WHAT IS BEING ASKED
Here is the task for the records below: repeat exactly the lines from the one with "<!-- building -->" to the one with "<!-- street casing -->", both included, and nothing else.

Stored data:
^^^^^^^^

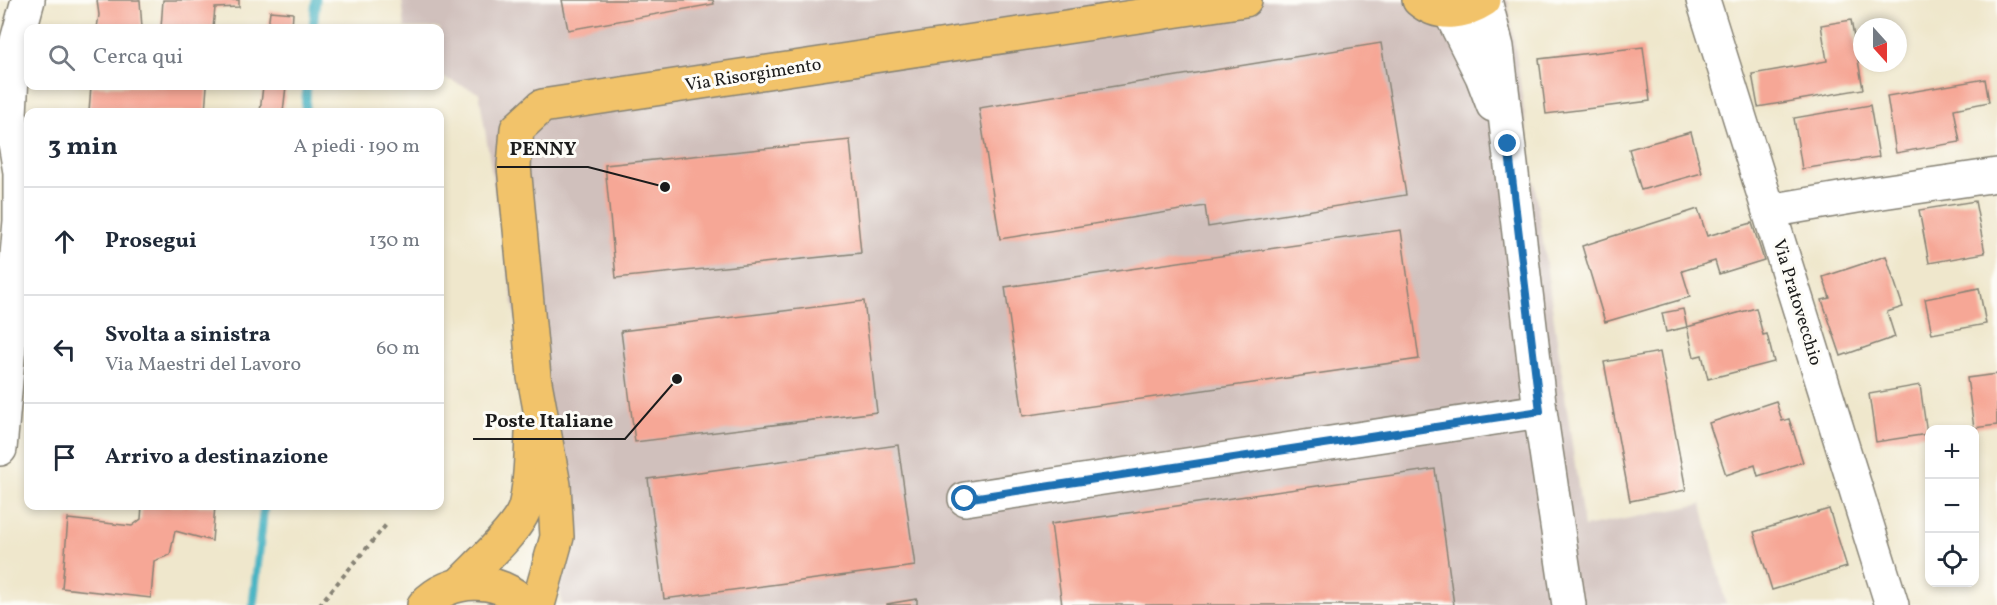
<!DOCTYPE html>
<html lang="it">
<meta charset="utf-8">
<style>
:root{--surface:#fff;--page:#f6f6f7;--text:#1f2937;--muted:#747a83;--line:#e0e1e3}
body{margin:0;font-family:Vollkorn,serif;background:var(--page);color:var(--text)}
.controls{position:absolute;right:18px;bottom:18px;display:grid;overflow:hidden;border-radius:12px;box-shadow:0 3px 9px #0003}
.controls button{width:54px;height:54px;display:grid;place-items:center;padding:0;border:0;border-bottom:2px solid var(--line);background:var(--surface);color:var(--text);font:30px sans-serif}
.compass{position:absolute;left:1853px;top:18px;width:54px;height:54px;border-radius:50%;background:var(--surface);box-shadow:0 3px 9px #0003;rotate:159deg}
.stop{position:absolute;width:18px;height:18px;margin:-14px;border:4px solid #1f6fb2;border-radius:50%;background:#fff}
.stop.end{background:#1f6fb2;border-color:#fff;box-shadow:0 2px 6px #0008}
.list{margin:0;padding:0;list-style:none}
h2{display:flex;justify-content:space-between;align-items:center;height:78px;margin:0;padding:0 24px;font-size:26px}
h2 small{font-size:20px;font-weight:400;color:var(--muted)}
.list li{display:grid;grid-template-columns:39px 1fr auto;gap:18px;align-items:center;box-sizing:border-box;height:108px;padding:0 24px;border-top:2px solid var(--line)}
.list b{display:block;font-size:22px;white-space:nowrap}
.list p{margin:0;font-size:20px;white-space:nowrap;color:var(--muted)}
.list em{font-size:20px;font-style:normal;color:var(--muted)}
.icon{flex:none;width:33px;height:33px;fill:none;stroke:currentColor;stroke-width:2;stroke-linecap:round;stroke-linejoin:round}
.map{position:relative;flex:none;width:1997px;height:605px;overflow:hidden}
.search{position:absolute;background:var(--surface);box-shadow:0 3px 9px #0003;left:24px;top:24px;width:420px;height:66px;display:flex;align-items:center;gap:15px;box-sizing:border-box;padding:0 21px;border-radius:12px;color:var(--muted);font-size:22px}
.panel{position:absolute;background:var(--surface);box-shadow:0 3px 9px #0003;left:24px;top:108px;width:420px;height:402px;border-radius:12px}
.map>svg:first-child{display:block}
.industrial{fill:#d0c0bc}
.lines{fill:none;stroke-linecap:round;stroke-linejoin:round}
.stream{stroke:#46b3c2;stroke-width:9}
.building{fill:#f6a796}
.street-casing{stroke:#868274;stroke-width:36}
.primary-casing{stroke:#868274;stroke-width:36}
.path{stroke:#868274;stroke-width:4;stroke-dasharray:4.5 4.5;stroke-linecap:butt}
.street{stroke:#fff;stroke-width:33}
.primary{stroke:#f2c36a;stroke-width:33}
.route{stroke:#1f6fb2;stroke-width:8}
.labels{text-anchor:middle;stroke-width:6;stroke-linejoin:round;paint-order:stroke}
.street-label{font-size:18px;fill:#1c1c1c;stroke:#fdfcf7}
.leader{fill:none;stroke:#1c1c1c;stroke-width:2}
.callout-dot{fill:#1c1c1c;stroke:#fdfcf7;stroke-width:2}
.callout-label{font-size:20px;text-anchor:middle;font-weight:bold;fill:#1c1c1c;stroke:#fdfcf7;stroke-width:6;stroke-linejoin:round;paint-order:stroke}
</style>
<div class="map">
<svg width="1997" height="605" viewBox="0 0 1997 605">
<rect width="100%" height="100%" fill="#fdfcf7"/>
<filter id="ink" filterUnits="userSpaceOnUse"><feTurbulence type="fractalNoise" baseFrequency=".0167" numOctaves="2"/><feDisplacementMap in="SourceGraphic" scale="12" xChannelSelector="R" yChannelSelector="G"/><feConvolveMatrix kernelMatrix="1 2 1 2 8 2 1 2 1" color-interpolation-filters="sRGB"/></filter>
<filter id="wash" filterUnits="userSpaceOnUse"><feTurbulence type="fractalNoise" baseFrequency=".008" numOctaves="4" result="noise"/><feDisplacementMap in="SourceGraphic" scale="24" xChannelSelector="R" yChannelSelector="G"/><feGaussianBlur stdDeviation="1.35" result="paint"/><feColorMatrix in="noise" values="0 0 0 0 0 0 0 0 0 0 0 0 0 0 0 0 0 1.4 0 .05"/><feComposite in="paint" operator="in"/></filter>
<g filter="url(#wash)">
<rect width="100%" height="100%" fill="#efe7cc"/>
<!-- industrial -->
<polygon class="industrial" points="402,0 1508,0 1584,527 1702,504 1726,605 562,605 479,93 440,76 440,28 405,28"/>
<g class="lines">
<!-- stream -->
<g class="stream">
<polyline points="313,28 316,0"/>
<polyline points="305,112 307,86"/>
<polyline points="253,605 264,506"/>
</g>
</g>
<g id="blocks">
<!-- building -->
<g class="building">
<polygon points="97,0 140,0 142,28 97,28 99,15"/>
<polygon points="163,0 239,0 239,7 215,8 213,28 161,28"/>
<polygon points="562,0 713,0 714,4 568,30"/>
<polygon points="270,11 293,13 292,28 268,28"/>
<polygon points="1851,20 1863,89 1758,107 1752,74 1827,61 1821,25"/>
<polygon points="1381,43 1406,195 1208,227 1205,206 1000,239 979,108"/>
<polygon points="1643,47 1650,101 1546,114 1539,59"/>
<polygon points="1985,79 1989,102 1954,109 1960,142 1896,153 1887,96"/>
<polygon points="91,86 207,86 205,112 89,112"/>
<polygon points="263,86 286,86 283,112 260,112"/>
<polygon points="1870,105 1879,157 1802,169 1794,118"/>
<polygon points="1691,132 1702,173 1641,190 1629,149"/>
<polygon points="850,140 861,253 616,278 605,165"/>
<polygon points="1975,201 1985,253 1929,263 1919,210"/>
<polygon points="1698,209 1707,236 1752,223 1764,260 1719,274 1715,261 1682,271 1690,297 1605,322 1582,246"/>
<polygon points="1401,230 1419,359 1023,416 1005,287"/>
<polygon points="1886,256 1903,307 1887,312 1895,337 1841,356 1822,300 1830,298 1823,277"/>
<polygon points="1979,288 1986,324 1932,334 1925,299"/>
<polygon points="864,301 877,412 635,442 621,331"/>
<polygon points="1756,308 1763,335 1767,334 1774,362 1708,379 1702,355 1694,357 1687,327 1666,332 1662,313 1683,309 1687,327"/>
<polygon points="1660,352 1686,490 1630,501 1604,362"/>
<polygon points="1997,374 1997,425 1974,428 1967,378"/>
<polygon points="1920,385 1927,434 1876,442 1869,394"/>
<polygon points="1776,401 1782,421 1789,419 1803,462 1758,476 1755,465 1726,475 1709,423"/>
<polygon points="898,445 915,566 664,599 648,479"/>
<polygon points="1435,469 1454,605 1062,605 1051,524"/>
<polygon points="142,506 215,506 212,541 175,531 170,555 154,561 151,598 62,588 68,519 132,526 141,519"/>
<polygon points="1829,509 1847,567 1772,590 1754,532"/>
<polygon points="917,599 917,605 887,605 887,604"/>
</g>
</g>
</g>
<g filter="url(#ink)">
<use href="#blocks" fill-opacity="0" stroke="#868274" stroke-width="1.5"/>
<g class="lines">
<!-- street casing -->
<g class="street-casing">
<g id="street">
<polyline points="1485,0 1497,47 1540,411 1569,605"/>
<polyline points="1703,0 1892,605"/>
<polyline points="1450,12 1482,76 1493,105"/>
<polyline points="1769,211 1875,193 1997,175"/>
<polyline points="0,449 20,221 20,172 10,114 13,55 28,0"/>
<polyline points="965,499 1540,411"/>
</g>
</g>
<!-- primary casing -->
<g class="primary-casing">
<g id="primary">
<path d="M1419,0C1439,17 1464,13 1484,0"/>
<path d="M460,584C476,567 519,529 525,507C531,484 531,457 532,433"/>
<path d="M424,605C449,577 500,575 525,605"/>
<polyline points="538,605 557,537 554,485 534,377 514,166 517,129 542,106 1245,0"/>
</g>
</g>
<!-- path -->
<polyline class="path" points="319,605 386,525"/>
<!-- street -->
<use href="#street" class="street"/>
<!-- primary -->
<use href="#primary" class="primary"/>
</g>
</g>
<g class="lines" filter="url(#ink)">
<!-- route -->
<polyline class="route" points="965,499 1540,411 1508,144"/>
</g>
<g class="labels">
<!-- street labels -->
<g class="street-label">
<text transform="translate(753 74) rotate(-9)" y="6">Via Risorgimento</text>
<text transform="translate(1798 302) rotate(73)" y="6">Via Pratovecchio</text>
</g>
</g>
<!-- callouts -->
<path class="leader" d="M665 187L588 167H497M677 379L625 439H473"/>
<g class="callout-dot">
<circle cx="665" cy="187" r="6"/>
<circle cx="677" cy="379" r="6"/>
</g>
<g class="callout-label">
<text x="543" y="155">PENNY</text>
<text x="549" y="427">Poste Italiane</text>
</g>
</svg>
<div class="controls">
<button>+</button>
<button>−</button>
<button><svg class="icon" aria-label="locate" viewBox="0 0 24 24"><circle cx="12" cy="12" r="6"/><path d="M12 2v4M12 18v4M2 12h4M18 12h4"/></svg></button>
</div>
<svg class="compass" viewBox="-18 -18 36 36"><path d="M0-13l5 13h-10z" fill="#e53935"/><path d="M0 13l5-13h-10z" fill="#747a83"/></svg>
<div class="stop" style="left:965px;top:499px"></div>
<div class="stop end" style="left:1508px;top:144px"></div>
<div class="search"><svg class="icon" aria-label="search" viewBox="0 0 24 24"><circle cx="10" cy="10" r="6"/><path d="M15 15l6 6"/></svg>Cerca qui</div>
<section class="panel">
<h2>3 min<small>A piedi · 190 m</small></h2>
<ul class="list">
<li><svg class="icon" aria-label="ahead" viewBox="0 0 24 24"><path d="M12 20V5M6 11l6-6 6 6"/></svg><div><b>Prosegui</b></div><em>130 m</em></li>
<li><svg class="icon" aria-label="left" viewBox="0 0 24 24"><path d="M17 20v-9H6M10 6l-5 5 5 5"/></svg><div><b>Svolta a sinistra</b><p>Via Maestri del Lavoro</p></div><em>60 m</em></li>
<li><svg class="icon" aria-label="arrive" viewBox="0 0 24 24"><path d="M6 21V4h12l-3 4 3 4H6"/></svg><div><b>Arrivo a destinazione</b></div></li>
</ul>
</section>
</div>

^^^^^^^^

PROBLEM SOLUTION
<!-- building -->
<g class="building">
<polygon points="97,0 140,0 142,28 97,28 99,15"/>
<polygon points="163,0 239,0 239,7 215,8 213,28 161,28"/>
<polygon points="562,0 713,0 714,4 568,30"/>
<polygon points="270,11 293,13 292,28 268,28"/>
<polygon points="1851,20 1863,89 1758,107 1752,74 1827,61 1821,25"/>
<polygon points="1381,43 1406,195 1208,227 1205,206 1000,239 979,108"/>
<polygon points="1643,47 1650,101 1546,114 1539,59"/>
<polygon points="1985,79 1989,102 1954,109 1960,142 1896,153 1887,96"/>
<polygon points="91,86 207,86 205,112 89,112"/>
<polygon points="263,86 286,86 283,112 260,112"/>
<polygon points="1870,105 1879,157 1802,169 1794,118"/>
<polygon points="1691,132 1702,173 1641,190 1629,149"/>
<polygon points="850,140 861,253 616,278 605,165"/>
<polygon points="1975,201 1985,253 1929,263 1919,210"/>
<polygon points="1698,209 1707,236 1752,223 1764,260 1719,274 1715,261 1682,271 1690,297 1605,322 1582,246"/>
<polygon points="1401,230 1419,359 1023,416 1005,287"/>
<polygon points="1886,256 1903,307 1887,312 1895,337 1841,356 1822,300 1830,298 1823,277"/>
<polygon points="1979,288 1986,324 1932,334 1925,299"/>
<polygon points="864,301 877,412 635,442 621,331"/>
<polygon points="1756,308 1763,335 1767,334 1774,362 1708,379 1702,355 1694,357 1687,327 1666,332 1662,313 1683,309 1687,327"/>
<polygon points="1660,352 1686,490 1630,501 1604,362"/>
<polygon points="1997,374 1997,425 1974,428 1967,378"/>
<polygon points="1920,385 1927,434 1876,442 1869,394"/>
<polygon points="1776,401 1782,421 1789,419 1803,462 1758,476 1755,465 1726,475 1709,423"/>
<polygon points="898,445 915,566 664,599 648,479"/>
<polygon points="1435,469 1454,605 1062,605 1051,524"/>
<polygon points="142,506 215,506 212,541 175,531 170,555 154,561 151,598 62,588 68,519 132,526 141,519"/>
<polygon points="1829,509 1847,567 1772,590 1754,532"/>
<polygon points="917,599 917,605 887,605 887,604"/>
</g>
</g>
</g>
<g filter="url(#ink)">
<use href="#blocks" fill-opacity="0" stroke="#868274" stroke-width="1.5"/>
<g class="lines">
<!-- street casing -->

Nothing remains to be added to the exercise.